Saved data entries:
■ ■ ■ ■

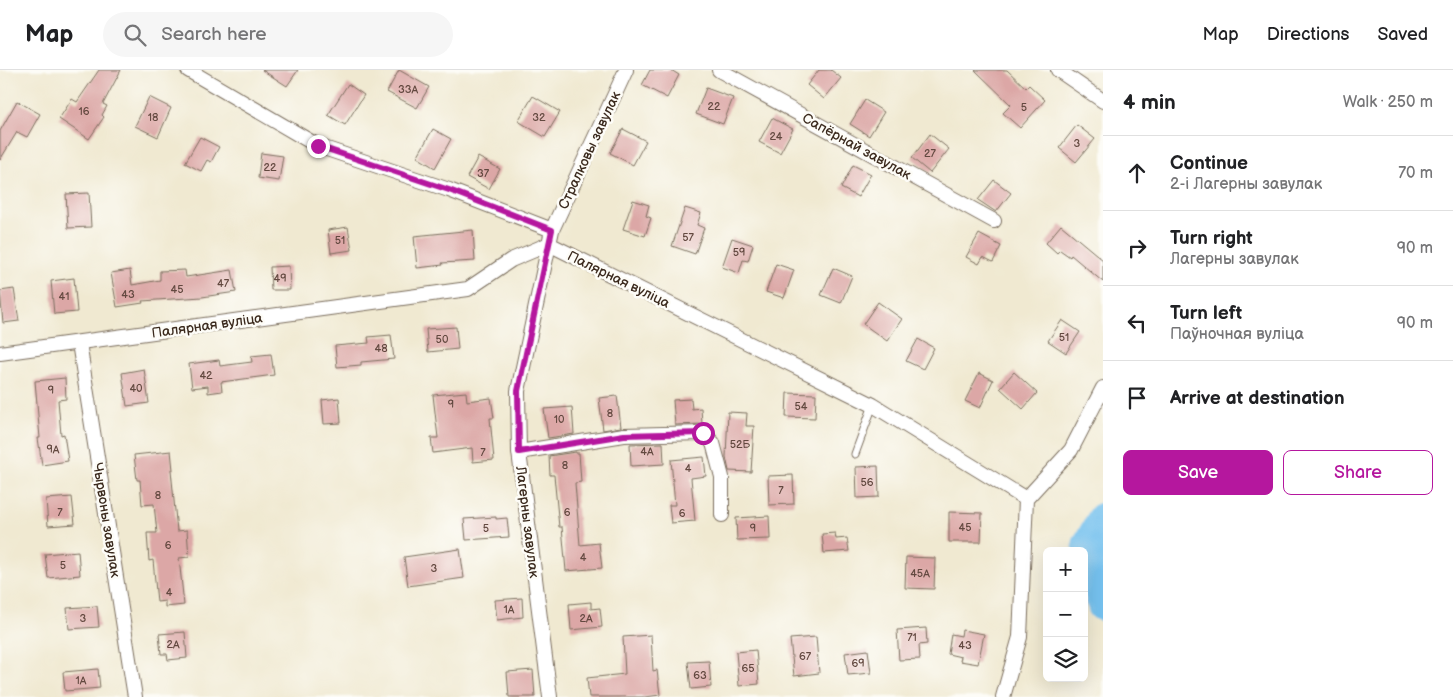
<!DOCTYPE html>
<meta charset="utf-8">
<style>
body{margin:0;font-family:"Balsamiq Sans",sans-serif;background:#f6f6f6;color:#202124}
.controls{position:absolute;right:15px;bottom:15px;display:grid;overflow:hidden;border-radius:8px;box-shadow:0 5px 20px #0002}
.controls button{width:45px;height:45px;display:grid;place-items:center;padding:0;border:0;border-bottom:1px solid #e0e0e0;background:#fff;color:#202124;font:25px sans-serif}
.stop{position:absolute;width:15px;height:15px;margin:-11px;border:4px solid #b5179e;border-radius:50%;background:#fff}
.stop.end{background:#b5179e;border-color:#fff;box-shadow:0 1px 5px #0008}
.list{margin:0;padding:0;list-style:none}
h2{display:flex;justify-content:space-between;align-items:center;height:65px;margin:0;padding:0 20px;font-size:21px}
h2 small{font-size:16px;font-weight:400;color:#757577}
.list li{display:grid;grid-template-columns:32px 1fr auto;gap:15px;align-items:center;box-sizing:border-box;height:75px;padding:0 20px;border-top:1px solid #e0e0e0}
.list b{display:block;font-size:19px;white-space:nowrap}
.list p{margin:0;font-size:16px;white-space:nowrap;color:#757577}
.list em{font-size:16px;font-style:normal;color:#757577}
.actions{display:flex;gap:10px;padding:15px 20px}
.actions a{flex:1;padding:11px 0;border:1px solid #b5179e;border-radius:8px;text-align:center;font-size:18px;color:#b5179e}
.actions .main{background:#b5179e;color:#fff}
.icon{flex:none;width:28px;height:28px;fill:none;stroke:currentColor;stroke-width:2;stroke-linecap:round;stroke-linejoin:round}
.map{position:relative;flex:none;width:1103px;height:627px;overflow:hidden}
header{display:flex;align-items:center;gap:30px;box-sizing:border-box;height:70px;padding:0 25px;background:#fff;border-bottom:1px solid #e0e0e0}
header strong{font-size:24px}
nav{display:flex;gap:28px;margin-inline-start:auto;font-size:18px}
.search{width:350px;height:45px;background:#f6f6f6;display:flex;align-items:center;gap:12px;box-sizing:border-box;padding:0 18px;border-radius:28px;color:#757577;font-size:19px}
main{display:flex}
aside{flex:1;background:#fff}
.map>svg:first-child{display:block}
.lines{fill:none;stroke-linecap:round;stroke-linejoin:round}
.river{stroke:#75c1ee;stroke-width:31}
.building{fill:#dca7a6}
.lane-casing{stroke:#7a6d5d;stroke-width:9}
.street-casing{stroke:#7a6d5d;stroke-width:16}
.lane{stroke:#fff;stroke-width:7}
.street{stroke:#fff;stroke-width:14}
.route{stroke:#b5179e;stroke-width:6}
.labels{text-anchor:middle;stroke-width:5;stroke-linejoin:round;paint-order:stroke}
.number-label{font-size:11px;fill:#634940}
.street-label{font-size:14px;fill:#3b2a1e;stroke:#fdfcf7}
</style>
<header>
<strong>Map</strong>
<div class="search"><svg class="icon" aria-label="search" viewBox="0 0 24 24"><circle cx="10" cy="10" r="6"/><path d="M15 15l6 6"/></svg>Search here</div>
<nav><a>Map</a><a>Directions</a><a>Saved</a></nav>
</header>
<main>
<div class="map">
<svg width="1103" height="627" viewBox="0 0 1103 627">
<rect width="100%" height="100%" fill="#fdfcf7"/>
<filter id="ink" filterUnits="userSpaceOnUse"><feTurbulence type="fractalNoise" baseFrequency=".02" numOctaves="2"/><feDisplacementMap in="SourceGraphic" scale="10" xChannelSelector="R" yChannelSelector="G"/><feConvolveMatrix kernelMatrix="1 2 1 2 8 2 1 2 1" color-interpolation-filters="sRGB"/></filter>
<filter id="wash" filterUnits="userSpaceOnUse"><feTurbulence type="fractalNoise" baseFrequency=".0096" numOctaves="4" result="noise"/><feDisplacementMap in="SourceGraphic" scale="20" xChannelSelector="R" yChannelSelector="G"/><feGaussianBlur stdDeviation="1.12" result="paint"/><feColorMatrix in="noise" values="0 0 0 0 0 0 0 0 0 0 0 0 0 0 0 0 0 1.4 0 .05"/><feComposite in="paint" operator="in"/></filter>
<g filter="url(#wash)">
<rect width="100%" height="100%" fill="#f0e9d1"/>
<g class="lines">
<!-- river -->
<path class="river" d="M1103 448 1088 474 1103 536"/>
</g>
<g id="blocks">
<!-- building -->
<path class="building" d="M99 0H121L103 34 107 36 102 45 104 47 89 69 59 49 72 29 77 32Z
M262 0H298L287 16Z
M399 0 429 17 417 38 387 22Z
M650 0H671L679 5 667 28 642 15Z
M819 0H831L841 8 824 29 807 15Z
M975 0H1007L1026 18 1029 15 1045 30 1020 58 1003 43 1011 35Z
M348 14 364 25 345 55 328 45Z
M706 18 733 28 723 54 696 44Z
M533 26 560 42 545 67 518 51Z
M149 27 171 38 158 67 135 56Z
M865 30 884 42 869 66 850 54Z
M17 31 40 44 27 67 17 62 0 90V61Z
M772 48 793 59 780 83 759 72Z
M1077 55 1095 69 1076 92 1059 78Z
M433 59 451 69 435 98 417 87Z
M623 59 646 71 633 95 610 83Z
M930 64 949 79 930 103 912 88Z
M200 67 219 77 211 92 207 90 201 101 185 93Z
M261 83 283 86 279 111 258 108Z
M478 87 500 99 489 119 467 107Z
M853 95 871 104 858 127 841 118Z
M994 110 1011 123 996 142 978 130Z
M89 123 91 157 68 158 66 124Z
M633 130 649 135 646 146 651 148 645 166 623 159Z
M685 138 701 143 697 155 704 158 695 184 672 176Z
M1061 155 1103 190V212L1071 185 1070 187 1060 180 1057 183 1046 173Z
M348 157 352 180 331 183 328 160Z
M473 160 475 191 442 193 443 195 417 198 414 166Z
M979 164 1001 176 993 192 983 187 979 194 966 187Z
M732 168 753 175 748 191 743 190 739 203 722 197Z
M776 194 794 200 784 228 766 222Z
M289 196 290 220H271L270 197Z
M833 198 852 206 841 233 821 225Z
M130 200 132 215 160 210V201L185 200 186 207 232 200 236 222 202 227 142 231 143 233 117 237 111 203Z
M74 208 77 242 54 244 51 211Z
M14 219 19 251 3 253 0 221Z
M878 232 902 249 887 271 863 254Z
M1062 250 1080 262 1066 283 1048 271Z
M456 257 458 279 428 282 426 259Z
M391 265 394 289 361 292V295L337 297 335 276 369 273 368 267Z
M918 269 934 278 923 299 906 291Z
M271 284 274 305 221 312 222 321 208 323V316L192 318 189 294 219 290 220 296 252 292 251 286Z
M144 299 149 333 127 336 122 303Z
M1014 302 1037 323 1023 339 1000 318Z
M979 303 993 310 980 338 965 331Z
M65 308 66 329 58 330 61 365 64 364 68 391 42 395 38 368H40L35 311Z
M466 322 467 331 491 328 494 348H490L494 390 473 392 472 378 433 383 431 368H438L433 325Z
M787 323 816 324 815 348 786 347Z
M617 326 621 357 603 360 599 328Z
M339 328 341 353 324 354 322 330Z
M691 329 692 339 701 338 702 354 675 355 673 330Z
M572 337 574 364 548 368 544 339Z
M728 342 747 343 746 356H754L751 402 729 401 726 387Z
M663 373 664 394 631 396 630 374Z
M171 381 173 400H171L177 461 187 460 189 487 179 488 184 535 165 537V531L157 532 153 490 149 491 147 463H157L154 434 142 435 140 410H137L134 385Z
M576 382V383H579L581 412 575 413 580 475 599 473 602 498 566 501 562 457H559L554 405H550L549 386Z
M704 387 706 406 691 408 695 451 671 453 669 435H675L671 390Z
M878 396 879 427 857 428 856 397Z
M793 405 794 434 769 435 768 406Z
M72 427 75 454 48 456 46 429Z
M949 442 982 443 981 472H949Z
M769 446 770 469 737 470 736 448Z
M496 447V449L507 448 509 467 466 470 464 449Z
M835 463 836 469 847 468 849 481 824 483 822 464Z
M460 479 464 508 408 516 404 487Z
M78 481 80 505 48 508 45 484Z
M906 487 935 488 934 519 905 518Z
M522 528 523 547 497 550 495 530Z
M591 532V539L600 538 602 557 571 560 569 534Z
M97 536 99 557 69 559 67 538Z
M926 558 927 574 919 575 920 589 899 590 897 560Z
M962 560 984 564 978 594 960 591 961 587 948 584 951 564 961 566Z
M185 562 187 588 168 590 167 584H161L159 564Z
M651 565 653 601 657 600 660 625 645 627H589L587 608 625 604 623 567Z
M816 567 819 603 794 606 790 569Z
M756 580 759 614 739 616 736 582Z
M868 580 871 603 848 605 845 583Z
M709 591 711 617 691 619 688 592Z
M98 599 100 618 65 621 63 602Z
M533 600 535 627H509L507 602Z"/>
</g>
</g>
<g filter="url(#ink)">
<use href="#blocks" fill-opacity="0" stroke="#7a6d5d" stroke-width="1"/>
<g class="lines">
<!-- lane casing -->
<g class="lane-casing">
<path id="lane" d="M855 384 873 335"/>
</g>
<!-- street casing -->
<g class="street-casing">
<path id="street" d="M188 0 318 76 449 120 552 160
M719 0 994 151
M1058 0 1103 31
M79 273 135 627
M0 283 468 219 511 190 549 174 873 335 1026 429
M519 382 624 365 703 363 713 373 722 407V445
M1026 429 1071 380 1103 318
M550 627 519 382 518 321 552 160 626 0
M1003 627 1020 567 1026 429"/>
</g>
<!-- lane -->
<use href="#lane" class="lane"/>
<!-- street -->
<use href="#street" class="street"/>
</g>
</g>
<g class="lines" filter="url(#ink)">
<!-- route -->
<path class="route" d="M318 76 449 120 552 160 518 321 519 382 624 365 703 363"/>
</g>
<g class="labels">
<!-- number labels -->
<g class="number-label">
<text x="408" y="23">33А</text>
<text x="714" y="40">22</text>
<text x="1024" y="41">5</text>
<text x="84" y="45">16</text>
<text x="153" y="51">18</text>
<text x="539" y="51">32</text>
<text x="776" y="70">24</text>
<text x="1077" y="77">3</text>
<text x="930" y="87">27</text>
<text x="270" y="101">22</text>
<text x="483" y="107">37</text>
<text x="688" y="171">57</text>
<text x="340" y="174">51</text>
<text x="739" y="186">59</text>
<text x="280" y="212">49</text>
<text x="223" y="217">47</text>
<text x="177" y="223">45</text>
<text x="128" y="228">43</text>
<text x="64" y="230">41</text>
<text x="1064" y="271">51</text>
<text x="442" y="273">50</text>
<text x="381" y="282">48</text>
<text x="206" y="309">42</text>
<text x="136" y="322">40</text>
<text x="51" y="324">9</text>
<text x="451" y="338">9</text>
<text x="801" y="340">54</text>
<text x="610" y="347">8</text>
<text x="559" y="353">10</text>
<text x="740" y="378">52Б</text>
<text x="53" y="383">9А</text>
<text x="647" y="385">4А</text>
<text x="483" y="386">7</text>
<text x="565" y="399">8</text>
<text x="688" y="402">4</text>
<text x="867" y="416">56</text>
<text x="781" y="424">7</text>
<text x="158" y="429">8</text>
<text x="60" y="446">7</text>
<text x="567" y="446">6</text>
<text x="682" y="447">6</text>
<text x="965" y="461">45</text>
<text x="486" y="462">5</text>
<text x="753" y="462">9</text>
<text x="168" y="479">6</text>
<text x="583" y="491">4</text>
<text x="63" y="499">5</text>
<text x="434" y="502">3</text>
<text x="920" y="507">45А</text>
<text x="169" y="526">4</text>
<text x="509" y="543">1А</text>
<text x="83" y="552">3</text>
<text x="586" y="552">2А</text>
<text x="912" y="571">71</text>
<text x="173" y="578">2А</text>
<text x="965" y="579">43</text>
<text x="805" y="590">67</text>
<text x="858" y="597">69</text>
<text x="748" y="602">65</text>
<text x="700" y="609">63</text>
<text x="81" y="614">1А</text>
</g>
<!-- street labels -->
<g class="street-label">
<text transform="translate(857 76) rotate(29)" y="5">Сапёрнай завулак</text>
<text transform="translate(589 80) rotate(-65)" y="5">Стралковы завулак</text>
<text transform="translate(619 209) rotate(26)" y="5">Палярная вуліца</text>
<text transform="translate(207 255) rotate(-8)" y="5">Палярная вуліца</text>
<text transform="translate(107 450) rotate(81)" y="5">Чырвоны завулак</text>
<text transform="translate(528 452) rotate(83)" y="5">Лагерны завулак</text>
</g>
</g>
</svg>
<div class="controls">
<button>+</button>
<button>−</button>
<button><svg class="icon" aria-label="layers" viewBox="0 0 24 24"><path d="M12 4l9 5-9 5-9-5zM3 14l9 5 9-5"/></svg></button>
</div>
<div class="stop" style="left:703px;top:363px"></div>
<div class="stop end" style="left:318px;top:76px"></div>
</div>
<aside>
<h2>4 min<small>Walk · 250 m</small></h2>
<ul class="list">
<li><svg class="icon" aria-label="ahead" viewBox="0 0 24 24"><path d="M12 20V5M6 11l6-6 6 6"/></svg><div><b>Continue</b><p>2-і Лагерны завулак</p></div><em>70 m</em></li>
<li><svg class="icon" aria-label="right" viewBox="0 0 24 24"><path d="M7 20v-9h11M14 6l5 5-5 5"/></svg><div><b>Turn right</b><p>Лагерны завулак</p></div><em>90 m</em></li>
<li><svg class="icon" aria-label="left" viewBox="0 0 24 24"><path d="M17 20v-9H6M10 6l-5 5 5 5"/></svg><div><b>Turn left</b><p>Паўночная вуліца</p></div><em>90 m</em></li>
<li><svg class="icon" aria-label="arrive" viewBox="0 0 24 24"><path d="M6 21V4h12l-3 4 3 4H6"/></svg><div><b>Arrive at destination</b></div></li>
</ul>
<div class="actions"><a class="main">Save</a><a>Share</a></div>
</aside>
</main>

■ ■ ■ ■

**EXERCISE**
Answer with the number alone: how many lines in the records include the word "list"?

**WRITTEN REPLY**
6